* Stored entries:
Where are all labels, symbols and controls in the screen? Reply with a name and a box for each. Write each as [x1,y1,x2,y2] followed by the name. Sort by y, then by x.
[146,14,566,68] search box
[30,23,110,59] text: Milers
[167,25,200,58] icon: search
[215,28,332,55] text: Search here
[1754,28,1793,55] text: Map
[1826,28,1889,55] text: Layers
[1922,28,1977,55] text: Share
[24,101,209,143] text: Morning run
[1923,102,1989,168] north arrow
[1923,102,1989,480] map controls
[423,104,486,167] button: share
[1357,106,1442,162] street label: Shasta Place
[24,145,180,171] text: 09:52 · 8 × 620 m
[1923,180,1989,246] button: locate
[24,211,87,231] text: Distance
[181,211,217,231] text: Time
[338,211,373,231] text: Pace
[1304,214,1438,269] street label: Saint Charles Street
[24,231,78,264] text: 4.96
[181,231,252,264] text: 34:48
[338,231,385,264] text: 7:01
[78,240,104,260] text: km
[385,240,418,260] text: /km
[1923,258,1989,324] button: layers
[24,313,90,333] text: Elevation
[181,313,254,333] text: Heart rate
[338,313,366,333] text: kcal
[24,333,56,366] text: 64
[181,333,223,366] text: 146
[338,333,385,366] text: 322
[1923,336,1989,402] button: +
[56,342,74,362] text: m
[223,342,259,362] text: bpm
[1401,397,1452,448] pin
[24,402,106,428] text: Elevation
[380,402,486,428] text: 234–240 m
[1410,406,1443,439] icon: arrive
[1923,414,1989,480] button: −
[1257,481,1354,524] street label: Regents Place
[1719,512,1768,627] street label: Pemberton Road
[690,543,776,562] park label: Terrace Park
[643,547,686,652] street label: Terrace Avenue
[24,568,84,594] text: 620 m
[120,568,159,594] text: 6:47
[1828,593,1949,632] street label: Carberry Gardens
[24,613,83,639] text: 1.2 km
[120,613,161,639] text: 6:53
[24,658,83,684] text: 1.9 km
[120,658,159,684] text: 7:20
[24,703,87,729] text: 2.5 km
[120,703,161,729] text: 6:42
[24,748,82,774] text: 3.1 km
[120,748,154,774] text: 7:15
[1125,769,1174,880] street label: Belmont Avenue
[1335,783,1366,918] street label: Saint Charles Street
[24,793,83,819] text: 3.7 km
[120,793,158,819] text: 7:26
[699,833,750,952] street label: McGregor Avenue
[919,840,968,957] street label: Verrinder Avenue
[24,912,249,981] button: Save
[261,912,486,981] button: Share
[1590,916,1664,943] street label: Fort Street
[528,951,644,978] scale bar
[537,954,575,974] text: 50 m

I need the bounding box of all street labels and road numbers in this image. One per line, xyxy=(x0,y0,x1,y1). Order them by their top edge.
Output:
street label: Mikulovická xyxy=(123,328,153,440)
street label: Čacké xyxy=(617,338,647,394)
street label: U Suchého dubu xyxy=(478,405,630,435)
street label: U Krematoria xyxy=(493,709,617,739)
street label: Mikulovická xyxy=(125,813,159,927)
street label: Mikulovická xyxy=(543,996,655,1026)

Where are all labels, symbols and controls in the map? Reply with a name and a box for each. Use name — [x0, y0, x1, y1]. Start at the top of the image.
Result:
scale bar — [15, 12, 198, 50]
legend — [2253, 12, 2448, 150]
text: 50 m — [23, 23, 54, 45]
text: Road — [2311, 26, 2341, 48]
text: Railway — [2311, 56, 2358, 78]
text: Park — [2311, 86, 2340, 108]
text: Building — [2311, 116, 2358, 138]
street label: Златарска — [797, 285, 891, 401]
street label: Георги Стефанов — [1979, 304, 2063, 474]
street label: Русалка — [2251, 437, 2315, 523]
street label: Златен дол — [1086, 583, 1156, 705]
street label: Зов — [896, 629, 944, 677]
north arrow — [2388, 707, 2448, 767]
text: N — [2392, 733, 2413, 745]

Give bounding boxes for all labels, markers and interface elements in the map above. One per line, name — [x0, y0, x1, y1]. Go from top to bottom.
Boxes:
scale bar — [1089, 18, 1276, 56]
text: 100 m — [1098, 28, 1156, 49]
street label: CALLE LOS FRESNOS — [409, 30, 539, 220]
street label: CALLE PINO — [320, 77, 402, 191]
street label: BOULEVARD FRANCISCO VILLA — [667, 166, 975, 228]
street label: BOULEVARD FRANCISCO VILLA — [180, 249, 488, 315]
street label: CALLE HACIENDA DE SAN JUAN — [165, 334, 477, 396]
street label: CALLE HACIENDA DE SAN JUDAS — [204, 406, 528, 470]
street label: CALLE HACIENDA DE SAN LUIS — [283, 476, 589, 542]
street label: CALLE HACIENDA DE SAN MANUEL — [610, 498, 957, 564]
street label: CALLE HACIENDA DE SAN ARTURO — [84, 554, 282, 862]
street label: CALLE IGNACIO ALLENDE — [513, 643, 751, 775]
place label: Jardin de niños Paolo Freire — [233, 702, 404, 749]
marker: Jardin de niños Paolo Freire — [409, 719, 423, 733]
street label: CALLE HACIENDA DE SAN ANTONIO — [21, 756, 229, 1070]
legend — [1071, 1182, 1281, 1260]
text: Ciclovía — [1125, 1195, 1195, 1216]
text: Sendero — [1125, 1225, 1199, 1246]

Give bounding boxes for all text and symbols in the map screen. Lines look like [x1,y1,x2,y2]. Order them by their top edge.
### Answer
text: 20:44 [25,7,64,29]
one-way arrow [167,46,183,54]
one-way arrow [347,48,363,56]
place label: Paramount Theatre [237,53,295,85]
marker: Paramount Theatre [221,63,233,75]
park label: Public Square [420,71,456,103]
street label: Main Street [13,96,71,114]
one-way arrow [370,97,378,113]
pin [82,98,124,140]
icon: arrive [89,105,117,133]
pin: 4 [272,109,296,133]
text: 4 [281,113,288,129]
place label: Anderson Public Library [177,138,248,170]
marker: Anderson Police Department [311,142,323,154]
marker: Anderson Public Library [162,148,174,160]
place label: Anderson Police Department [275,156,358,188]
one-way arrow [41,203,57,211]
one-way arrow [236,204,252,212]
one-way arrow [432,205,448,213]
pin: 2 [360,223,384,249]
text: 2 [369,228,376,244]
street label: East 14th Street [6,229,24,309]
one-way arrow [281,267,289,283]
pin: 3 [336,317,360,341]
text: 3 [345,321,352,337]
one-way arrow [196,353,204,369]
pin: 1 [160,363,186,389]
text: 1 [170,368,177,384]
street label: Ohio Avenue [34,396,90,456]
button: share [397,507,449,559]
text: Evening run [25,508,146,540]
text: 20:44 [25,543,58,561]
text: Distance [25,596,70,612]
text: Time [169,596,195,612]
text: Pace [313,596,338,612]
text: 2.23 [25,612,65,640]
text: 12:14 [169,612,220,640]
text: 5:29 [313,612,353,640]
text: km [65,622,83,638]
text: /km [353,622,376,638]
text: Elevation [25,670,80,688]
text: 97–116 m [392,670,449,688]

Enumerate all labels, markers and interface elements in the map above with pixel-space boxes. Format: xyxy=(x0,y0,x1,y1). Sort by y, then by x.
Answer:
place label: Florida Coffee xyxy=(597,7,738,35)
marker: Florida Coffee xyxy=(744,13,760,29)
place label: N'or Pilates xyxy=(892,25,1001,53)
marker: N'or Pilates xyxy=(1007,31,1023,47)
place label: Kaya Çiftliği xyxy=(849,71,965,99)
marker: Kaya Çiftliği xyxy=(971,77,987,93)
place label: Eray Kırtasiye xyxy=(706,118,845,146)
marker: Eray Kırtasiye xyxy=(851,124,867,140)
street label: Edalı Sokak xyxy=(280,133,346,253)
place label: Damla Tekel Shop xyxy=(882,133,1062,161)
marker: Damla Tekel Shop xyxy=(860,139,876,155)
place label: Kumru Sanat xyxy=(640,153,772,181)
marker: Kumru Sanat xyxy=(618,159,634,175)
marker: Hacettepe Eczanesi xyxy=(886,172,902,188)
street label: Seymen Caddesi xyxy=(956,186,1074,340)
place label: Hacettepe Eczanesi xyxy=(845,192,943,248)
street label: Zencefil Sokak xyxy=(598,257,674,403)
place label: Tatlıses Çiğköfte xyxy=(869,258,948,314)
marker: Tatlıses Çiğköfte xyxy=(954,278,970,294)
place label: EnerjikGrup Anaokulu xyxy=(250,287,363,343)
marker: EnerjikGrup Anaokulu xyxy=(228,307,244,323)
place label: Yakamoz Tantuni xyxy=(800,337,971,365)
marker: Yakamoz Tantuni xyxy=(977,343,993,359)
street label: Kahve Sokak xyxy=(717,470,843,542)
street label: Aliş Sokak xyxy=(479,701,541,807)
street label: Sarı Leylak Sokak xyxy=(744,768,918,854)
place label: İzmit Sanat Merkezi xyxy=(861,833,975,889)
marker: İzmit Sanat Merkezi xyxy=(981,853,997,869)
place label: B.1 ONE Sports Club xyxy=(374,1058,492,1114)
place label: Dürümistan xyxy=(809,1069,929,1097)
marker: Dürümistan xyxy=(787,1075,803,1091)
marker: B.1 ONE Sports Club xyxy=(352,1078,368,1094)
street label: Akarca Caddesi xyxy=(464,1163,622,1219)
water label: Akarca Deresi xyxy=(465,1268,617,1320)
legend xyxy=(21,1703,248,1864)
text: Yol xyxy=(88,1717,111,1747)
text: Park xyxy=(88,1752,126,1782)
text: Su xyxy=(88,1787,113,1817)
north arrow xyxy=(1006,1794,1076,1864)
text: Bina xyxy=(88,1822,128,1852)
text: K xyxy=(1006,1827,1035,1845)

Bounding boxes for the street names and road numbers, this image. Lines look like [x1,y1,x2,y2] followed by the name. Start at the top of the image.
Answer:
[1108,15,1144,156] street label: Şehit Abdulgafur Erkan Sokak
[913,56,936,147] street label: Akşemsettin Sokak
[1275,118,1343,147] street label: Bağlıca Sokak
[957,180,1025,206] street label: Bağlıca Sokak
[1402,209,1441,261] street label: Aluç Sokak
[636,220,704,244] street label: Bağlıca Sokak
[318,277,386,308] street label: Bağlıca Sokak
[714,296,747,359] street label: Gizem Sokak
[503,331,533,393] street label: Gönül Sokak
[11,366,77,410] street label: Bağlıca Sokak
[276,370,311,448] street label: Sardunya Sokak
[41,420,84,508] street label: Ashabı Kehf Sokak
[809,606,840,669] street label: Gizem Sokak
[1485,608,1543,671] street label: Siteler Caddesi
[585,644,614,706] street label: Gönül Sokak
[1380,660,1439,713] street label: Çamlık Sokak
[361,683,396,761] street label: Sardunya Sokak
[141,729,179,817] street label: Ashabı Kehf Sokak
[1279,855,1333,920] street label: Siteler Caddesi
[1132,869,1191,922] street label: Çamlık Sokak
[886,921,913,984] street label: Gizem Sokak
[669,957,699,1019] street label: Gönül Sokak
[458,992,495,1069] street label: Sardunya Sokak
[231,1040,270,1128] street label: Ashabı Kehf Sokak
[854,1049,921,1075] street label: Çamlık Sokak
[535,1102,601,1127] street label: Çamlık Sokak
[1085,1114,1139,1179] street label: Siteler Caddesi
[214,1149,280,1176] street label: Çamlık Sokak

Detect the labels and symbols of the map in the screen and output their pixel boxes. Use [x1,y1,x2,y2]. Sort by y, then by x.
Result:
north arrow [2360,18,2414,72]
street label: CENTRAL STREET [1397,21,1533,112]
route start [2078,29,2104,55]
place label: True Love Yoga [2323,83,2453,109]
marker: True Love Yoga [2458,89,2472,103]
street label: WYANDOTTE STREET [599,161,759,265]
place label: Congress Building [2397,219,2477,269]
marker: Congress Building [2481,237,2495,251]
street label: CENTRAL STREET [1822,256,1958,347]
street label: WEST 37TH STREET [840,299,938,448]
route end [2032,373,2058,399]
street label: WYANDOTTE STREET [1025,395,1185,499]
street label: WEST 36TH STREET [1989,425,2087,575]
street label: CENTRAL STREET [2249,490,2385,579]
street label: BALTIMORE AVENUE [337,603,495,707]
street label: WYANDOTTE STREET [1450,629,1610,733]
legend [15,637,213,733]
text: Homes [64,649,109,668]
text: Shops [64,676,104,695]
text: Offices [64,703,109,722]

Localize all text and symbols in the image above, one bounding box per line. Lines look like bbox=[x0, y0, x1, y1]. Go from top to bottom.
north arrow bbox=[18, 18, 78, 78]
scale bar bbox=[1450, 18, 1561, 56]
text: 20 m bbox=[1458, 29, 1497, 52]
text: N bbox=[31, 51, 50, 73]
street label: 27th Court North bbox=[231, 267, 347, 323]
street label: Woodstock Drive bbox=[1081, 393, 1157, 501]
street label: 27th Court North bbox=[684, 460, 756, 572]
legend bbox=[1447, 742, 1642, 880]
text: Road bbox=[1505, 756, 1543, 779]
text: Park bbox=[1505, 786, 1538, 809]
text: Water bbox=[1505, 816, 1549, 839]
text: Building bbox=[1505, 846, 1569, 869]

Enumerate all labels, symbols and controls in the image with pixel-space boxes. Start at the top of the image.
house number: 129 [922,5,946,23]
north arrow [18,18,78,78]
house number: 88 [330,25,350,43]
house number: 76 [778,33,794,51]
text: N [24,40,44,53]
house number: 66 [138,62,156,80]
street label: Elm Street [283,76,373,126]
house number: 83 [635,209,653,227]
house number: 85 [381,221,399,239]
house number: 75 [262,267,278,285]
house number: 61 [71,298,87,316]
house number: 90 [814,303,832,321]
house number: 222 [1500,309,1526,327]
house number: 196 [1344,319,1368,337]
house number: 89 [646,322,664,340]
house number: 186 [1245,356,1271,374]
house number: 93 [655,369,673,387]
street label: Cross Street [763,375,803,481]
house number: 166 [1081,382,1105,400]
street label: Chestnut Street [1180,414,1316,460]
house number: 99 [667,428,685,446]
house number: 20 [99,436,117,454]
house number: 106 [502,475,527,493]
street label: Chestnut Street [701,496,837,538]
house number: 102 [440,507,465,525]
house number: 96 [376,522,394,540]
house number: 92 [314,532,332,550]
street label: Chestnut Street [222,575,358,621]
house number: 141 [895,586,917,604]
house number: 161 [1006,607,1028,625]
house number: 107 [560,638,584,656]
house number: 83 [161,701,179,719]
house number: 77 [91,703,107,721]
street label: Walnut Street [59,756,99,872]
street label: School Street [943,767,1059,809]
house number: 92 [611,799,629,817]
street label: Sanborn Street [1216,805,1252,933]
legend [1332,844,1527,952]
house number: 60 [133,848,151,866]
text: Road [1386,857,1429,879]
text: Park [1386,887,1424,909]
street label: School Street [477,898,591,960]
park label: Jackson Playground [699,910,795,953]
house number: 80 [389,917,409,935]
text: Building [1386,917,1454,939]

* Exercise prompt:
Lines that contain "Tantuni" are the result; find them in the entries above and copy each one.

* Worked solution:
place label: Yakamoz Tantuni xyxy=(800,337,971,365)
marker: Yakamoz Tantuni xyxy=(977,343,993,359)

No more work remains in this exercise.